Cap and trade: a failing gamble in Europe
posted at 8:25 am on August 5, 2008 by Ed Morrissey
With cap-and-trade policies coming from the presidential nominees of both parties, one might think that earlier adopters of these carbon-trading systems had enjoyed wild success. As Business Week reports, that’s not been the case in Europe, and people there have begun to worry. Like a Ponzi scheme, the only way that they can avoid taking huge losses in jobs and new businesses is if they can convince everyone to play along:
The continent’s bureaucrats hope their counterparts in China, India, and the US will embrace carbon regulation next year in Copenhagen.
The bureaucrats that run the European Union’s day-to-day business aren’t known for taking risks. Yet back in 2005, when they devised the EU Greenhouse Gas Emission Trading Scheme (EU ETS), these pencil pushers gambled that a cap-and-trade scheme would help cut the EU’s carbon dioxide emissions. Now, three years on, the environmental benefits from the EU ETS remain unclear: The continent’s CO2 output actually rose 1.1 percent last year. …
The continent has banked its financial future—and moral authority—on creating a low-carbon economy. This gamble’s efficacy now depends on the likes of China, India, and the U.S. deciding whether to embrace carbon trading. “Copenhagen will play a big part in showing that Europe’s creation of a cap-and-trade carbon market will pay off,” says Mark Spelman, global head of strategy at consultancy Accenture (ACN).
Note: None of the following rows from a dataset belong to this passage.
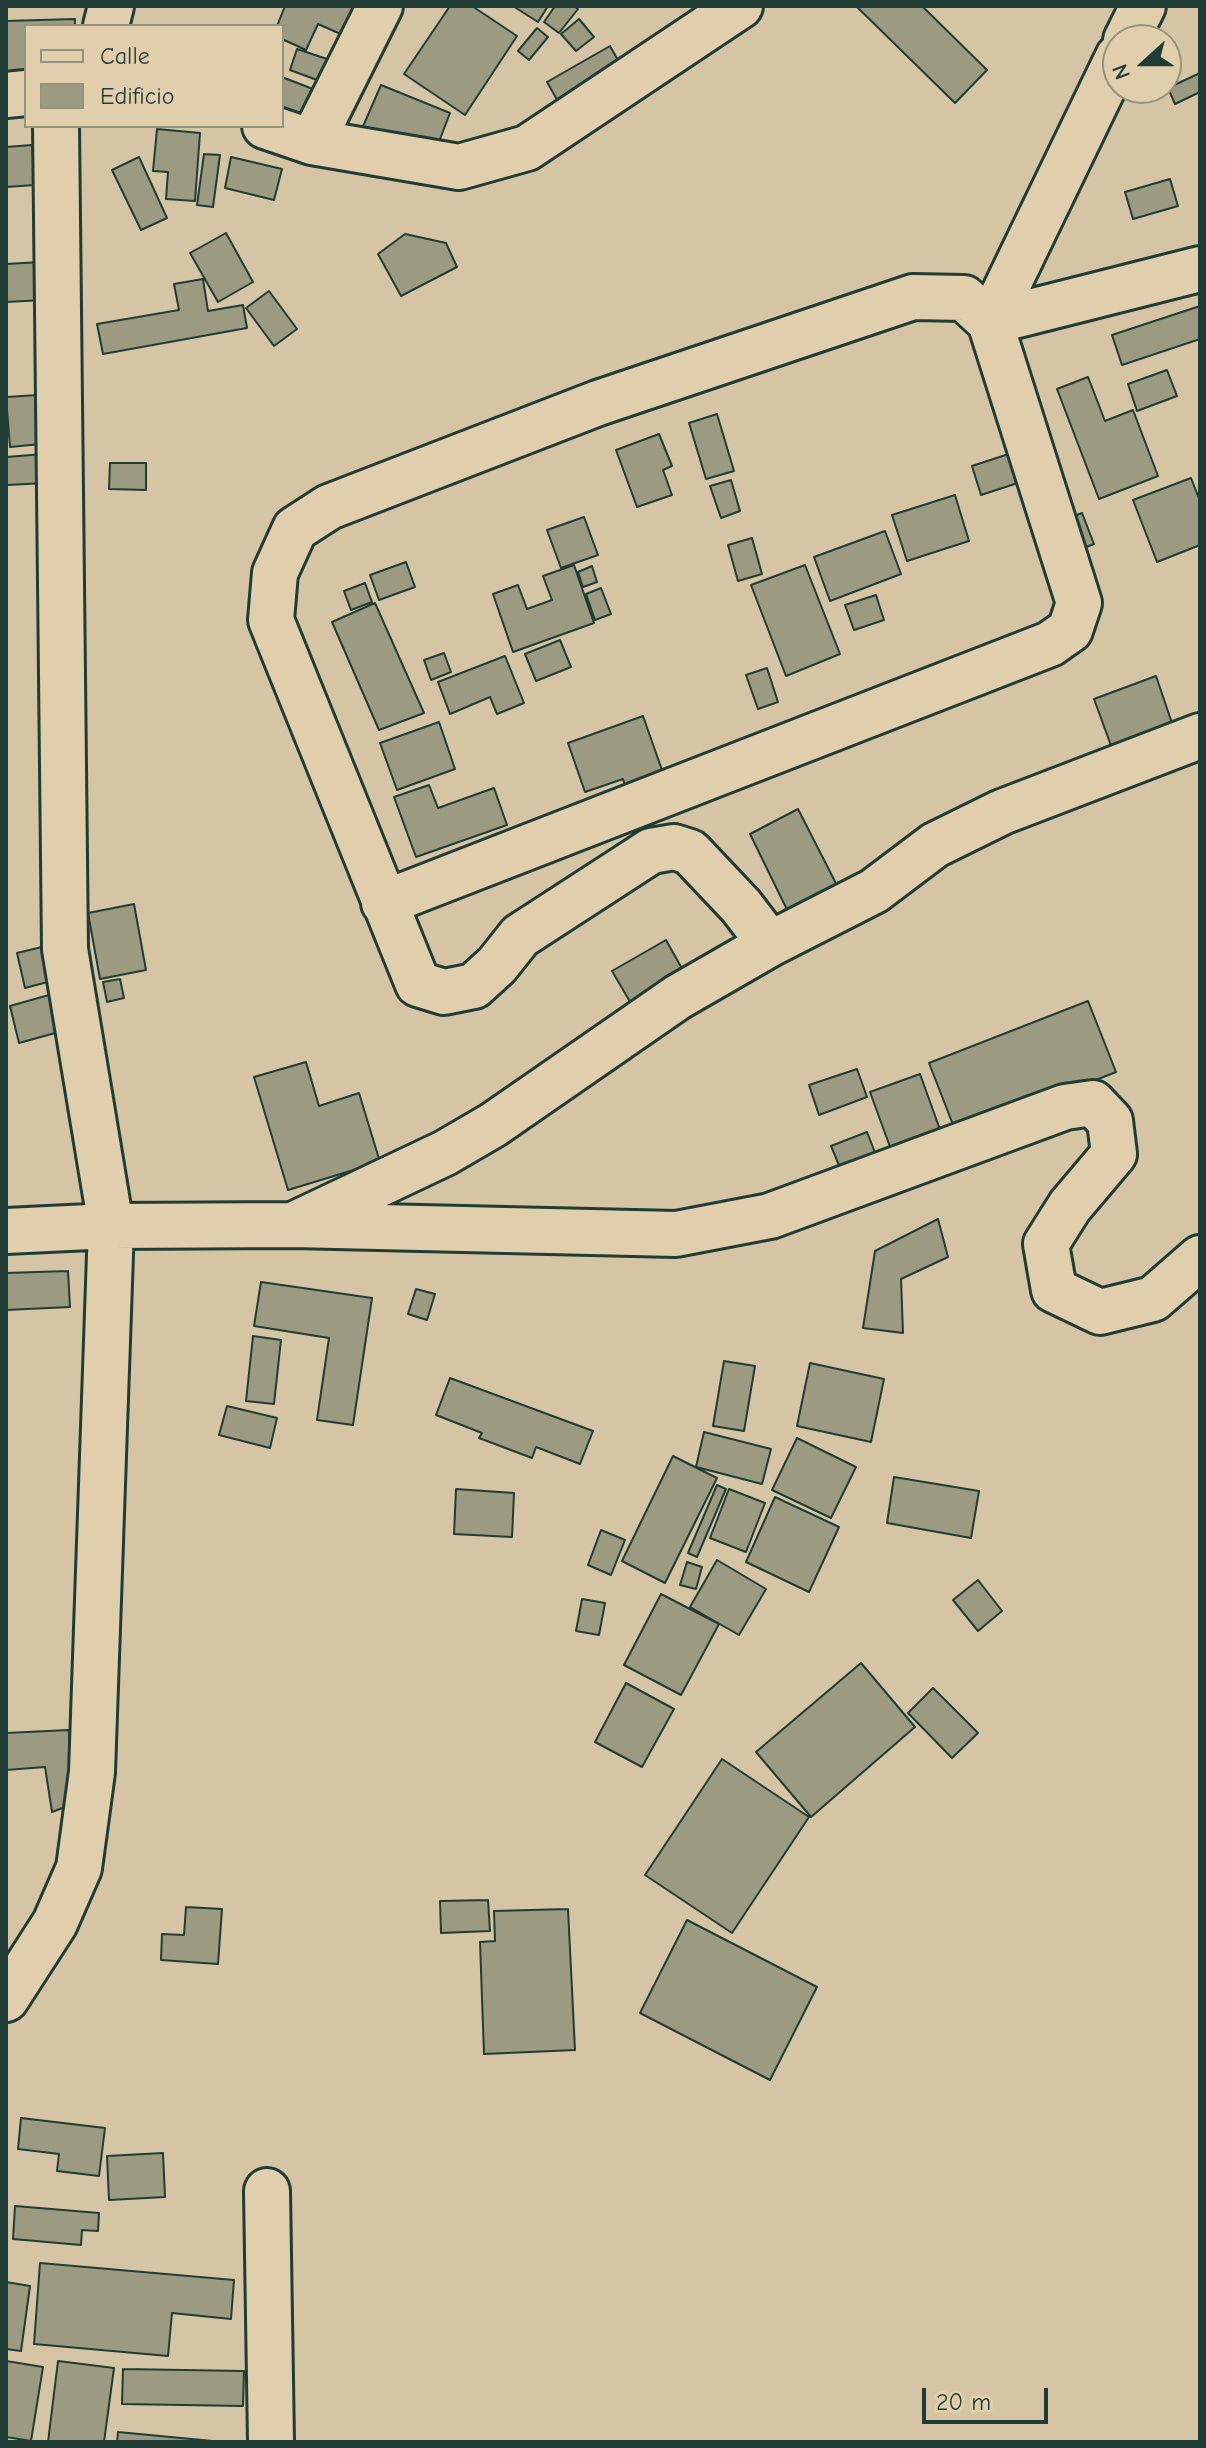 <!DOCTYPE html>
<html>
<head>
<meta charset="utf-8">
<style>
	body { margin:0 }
	#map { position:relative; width:1206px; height:2448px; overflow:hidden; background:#d5c5a5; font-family:"Comic Neue",sans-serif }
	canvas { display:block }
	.frame { position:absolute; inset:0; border:8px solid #1f3d34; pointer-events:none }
	.legend { position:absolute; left:24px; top:24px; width:260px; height:104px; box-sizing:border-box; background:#e1ceac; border:2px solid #93947c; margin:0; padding:10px 14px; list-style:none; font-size:24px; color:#1f3d34 }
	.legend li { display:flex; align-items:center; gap:16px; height:40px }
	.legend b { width:40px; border:2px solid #93947c }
	.north { position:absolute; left:1102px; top:24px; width:80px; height:80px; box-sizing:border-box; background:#e1ceac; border:2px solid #93947c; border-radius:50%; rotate:249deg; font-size:22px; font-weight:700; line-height:32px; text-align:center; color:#1f3d34 }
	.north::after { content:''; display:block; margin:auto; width:28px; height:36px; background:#1f3d34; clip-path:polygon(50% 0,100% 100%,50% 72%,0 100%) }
	.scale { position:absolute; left:922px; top:2388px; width:126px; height:36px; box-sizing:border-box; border:4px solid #1f3d34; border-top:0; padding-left:10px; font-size:24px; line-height:28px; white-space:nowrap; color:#1f3d34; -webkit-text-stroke:6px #e1ceac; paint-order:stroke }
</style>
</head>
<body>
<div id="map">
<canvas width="1206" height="2448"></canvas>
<div class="frame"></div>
<ul class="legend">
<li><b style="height:10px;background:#e1ceac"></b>Calle</li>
<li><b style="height:22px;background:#9c9b81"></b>Edificio</li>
</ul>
<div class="north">N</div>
<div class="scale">20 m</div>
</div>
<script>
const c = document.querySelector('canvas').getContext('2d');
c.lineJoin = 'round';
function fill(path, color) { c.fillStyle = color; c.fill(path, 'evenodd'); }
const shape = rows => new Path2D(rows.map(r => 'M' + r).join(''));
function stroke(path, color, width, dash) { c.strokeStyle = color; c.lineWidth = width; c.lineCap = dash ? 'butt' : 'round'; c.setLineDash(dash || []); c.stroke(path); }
const building = shape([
	[285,6,354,6,365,11,352,39,318,24,306,50,282,39,282,26,277,26,285,6],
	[450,6,472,6,517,36,465,115,404,74,450,6],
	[517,6,548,6,538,22,516,8,517,6],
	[555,6,574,6,578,9,559,33,544,22,555,6],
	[856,6,922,6,987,70,955,103,856,6],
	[75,19,75,26,26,26,26,72,6,73,6,21,75,19],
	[579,19,594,37,576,51,561,34,579,19],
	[537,28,548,37,529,60,518,51,537,28],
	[610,46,628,78,565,114,547,82,610,46],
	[297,49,333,61,325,83,290,70,297,49],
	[1200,73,1200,92,1175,104,1168,88,1200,73],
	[282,77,318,91,308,118,282,108,282,77],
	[381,85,450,113,432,160,361,131,381,85],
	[157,129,200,133,195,201,166,199,168,172,153,171,157,129],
	[32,145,35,185,6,187,6,147,32,145],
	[204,154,220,155,213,207,197,205,204,154],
	[139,157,167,218,141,230,112,170,139,157],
	[231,157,282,169,274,200,225,188,231,157],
	[1170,179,1178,206,1133,219,1125,192,1170,179],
	[226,233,253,282,218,302,190,253,226,233],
	[405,234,446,243,457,267,401,296,378,254,405,234],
	[41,262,44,300,6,302,6,264,41,262],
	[203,279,208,311,243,305,247,328,103,354,97,324,179,310,174,284,203,279],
	[269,291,297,329,274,346,246,308,269,291],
	[1200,306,1200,339,1122,365,1112,335,1200,306],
	[1167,370,1177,396,1137,411,1128,384,1167,370],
	[1088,377,1105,421,1133,410,1158,476,1099,499,1057,389,1088,377],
	[38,395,41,444,10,447,6,397,38,395],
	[717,414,734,471,706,479,689,423,717,414],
	[659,434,672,466,663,470,672,495,637,507,616,450,659,434],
	[1021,450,1030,479,981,495,972,466,1021,450],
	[44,454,46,483,7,485,6,457,44,454],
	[110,463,146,463,146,490,109,489,110,463],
	[1191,478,1200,501,1200,545,1157,562,1133,500,1191,478],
	[731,480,740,511,721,518,710,486,731,480],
	[955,495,969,541,907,561,892,515,955,495],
	[1082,513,1094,544,1076,551,1064,520,1082,513],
	[584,517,598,555,561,568,547,530,584,517],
	[885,531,901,574,830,601,814,557,885,531],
	[752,538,762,574,738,581,728,545,752,538],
	[406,562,415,587,379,600,370,575,406,562],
	[574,565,594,623,513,652,493,594,518,585,527,609,552,600,543,576,574,565],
	[805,565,840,654,786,676,751,585,805,565],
	[592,566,597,582,583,587,578,572,592,566],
	[365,583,372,602,351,610,344,591,365,583],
	[601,588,611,614,595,620,586,594,601,588],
	[876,595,884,620,854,630,845,605,876,595],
	[375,603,424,713,379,730,332,622,375,603],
	[560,640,571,667,536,681,525,654,560,640],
	[444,653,451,672,431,680,424,660,444,653],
	[505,656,524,703,497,714,490,697,450,714,438,682,505,656],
	[767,668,778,702,758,709,746,675,767,668],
	[1156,676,1174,729,1113,751,1094,699,1156,676],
	[643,716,663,773,625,786,623,779,585,792,568,743,643,716],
	[439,722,455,769,397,790,380,743,439,722],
	[429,785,438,808,494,788,507,825,416,857,394,797,429,785],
	[798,809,846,903,796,928,750,834,798,809],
	[134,904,146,970,100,979,88,913,134,904],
	[666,940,689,981,636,1012,612,971,666,940],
	[46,946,55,980,25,988,17,953,46,946],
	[120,979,124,998,107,1002,103,982,120,979],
	[56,993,66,1030,19,1043,10,1006,56,993],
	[1088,1001,1116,1072,957,1135,929,1063,1088,1001],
	[306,1062,319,1106,359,1093,380,1162,288,1190,254,1077,306,1062],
	[857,1069,867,1097,819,1115,809,1085,857,1069],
	[920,1074,947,1149,897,1166,870,1092,920,1074],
	[867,1132,881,1168,846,1182,831,1146,867,1132],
	[938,1219,948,1257,901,1279,903,1333,863,1328,875,1251,938,1219],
	[68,1271,70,1307,6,1310,6,1273,68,1271],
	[261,1282,372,1298,353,1425,317,1420,329,1338,254,1326,261,1282],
	[416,1289,435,1294,427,1320,408,1314,416,1289],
	[253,1336,281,1340,274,1404,246,1401,253,1336],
	[724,1361,755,1366,744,1431,713,1426,724,1361],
	[810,1363,884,1379,871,1442,797,1426,810,1363],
	[450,1378,593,1431,580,1464,536,1447,532,1458,479,1438,482,1433,436,1415,450,1378],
	[227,1406,277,1418,270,1448,219,1435,227,1406],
	[704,1432,771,1449,762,1484,696,1467,704,1432],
	[797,1438,856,1467,831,1518,772,1490,797,1438],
	[673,1456,717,1478,665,1583,622,1561,673,1456],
	[894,1477,979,1491,971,1538,887,1523,894,1477],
	[717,1485,726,1489,697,1557,688,1553,717,1485],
	[456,1489,514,1493,512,1537,454,1534,456,1489],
	[729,1489,765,1503,746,1552,710,1538,729,1489],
	[775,1497,839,1527,809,1592,746,1562,775,1497],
	[601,1530,625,1540,611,1575,588,1565,601,1530],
	[717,1560,766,1589,739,1635,690,1607,717,1560],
	[687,1562,702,1567,696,1589,680,1585,687,1562],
	[978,1580,1002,1611,978,1631,953,1600,978,1580],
	[661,1594,719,1624,681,1695,624,1665,661,1594],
	[582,1599,605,1603,599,1635,576,1631,582,1599],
	[861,1663,915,1727,811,1817,756,1752,861,1663],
	[626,1683,674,1709,642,1767,595,1742,626,1683],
	[933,1688,978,1733,952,1758,908,1713,933,1688],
	[69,1730,70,1805,52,1812,45,1767,6,1770,6,1733,69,1730],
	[722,1759,809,1817,732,1933,645,1875,722,1759],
	[488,1900,490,1931,441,1933,440,1901,488,1900],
	[186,1907,222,1909,218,1964,161,1960,162,1934,184,1935,186,1907],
	[568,1909,575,2050,484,2054,480,1942,495,1941,494,1911,568,1909],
	[687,1920,817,1987,770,2080,640,2013,687,1920],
	[21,2118,105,2128,99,2176,57,2171,59,2154,18,2149,21,2118],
	[163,2153,165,2197,109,2200,107,2156,163,2153],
	[15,2206,99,2213,98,2231,82,2230,81,2245,13,2239,15,2206],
	[40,2263,234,2280,231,2319,172,2313,168,2356,34,2344,40,2263],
	[6,2282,30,2286,21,2351,6,2349,6,2282],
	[6,2361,43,2367,31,2441,6,2437,6,2361],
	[58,2361,114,2368,104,2442,48,2442,58,2361],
	[123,2369,244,2371,243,2406,122,2404,123,2369],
	[118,2432,223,2442,117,2442,118,2432]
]);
const minor = shape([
	[106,26,111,6],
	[1126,40,1143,6],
	[6,95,26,93],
	[265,126,312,142,459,167,527,148,740,6],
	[312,142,380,6],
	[384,903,1050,644,1070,630,1079,603,990,322,1118,57],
	[770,944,874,891,935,845,1002,812,1200,736],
	[293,1225,445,1153,493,1125,678,997,770,944,741,906,690,852,674,847,651,851,520,936,497,965,474,986,444,992,418,984,271,620,275,573,295,529,329,507,598,403,913,297,964,298,990,322,1200,269],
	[6,1231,111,1226,293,1225,676,1234,770,1216,1065,1107,1093,1103,1110,1121,1114,1154,1070,1206,1046,1244,1054,1290,1100,1312,1153,1299,1200,1258],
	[6,1999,55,1923,79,1868,92,1772,111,1226,65,949,56,126],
	[267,2191,271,2442]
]);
fill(building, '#9c9b81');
stroke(building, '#1f3d34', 2);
stroke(minor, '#1f3d34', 50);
stroke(minor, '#e1ceac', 44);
</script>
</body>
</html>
If, however, a global agreement for CO2 isn’t reached, many energy-intensive industries reckon their European businesses will be the only one to shoulder the higher costs needed to cut emissions. The extra financial burden eventually could send European jobs overseas and increase costs there.
That’s exactly what could happen here, as well. Assuming we implement a cap-and-trade system of any sort that burdens American businesses, those that have the ability to shift jobs overseas will do so, and the rest will fail in competition. This hurts small businesses the most, which have the least flexibility to outsource manufacturing operations, which will bear the brunt of any carbon capping system.
The same issue sunk Kyoto. Bill Clinton signed the treaty, but the Senate unanimously passed a resolution rejecting it, specifically because it did not bind China, India, and other developing nations to the same kinds of limitations. Ten years later, cap-and-trade still is exclusively Western, and the same economic risks remain.
Europe can’t even point to success in its own cap-and-trade system to entice the US or any of the developing nations. They’ve tried to cook the numbers by jiggering the baseline calculations for their metrics, but the truth is that carbon outputs have increased under the European system. Meanwhile, the US has cut emissions by 1.3% during the same period without a cap-and-trade system.
The EU hopes that the US doesn’t notice its failure, and that we use our clout to bring in a few more saps. At this point, the only thing that can save Europe’s business class is the hope that everyone else is too stupid to realize that they’re being conned.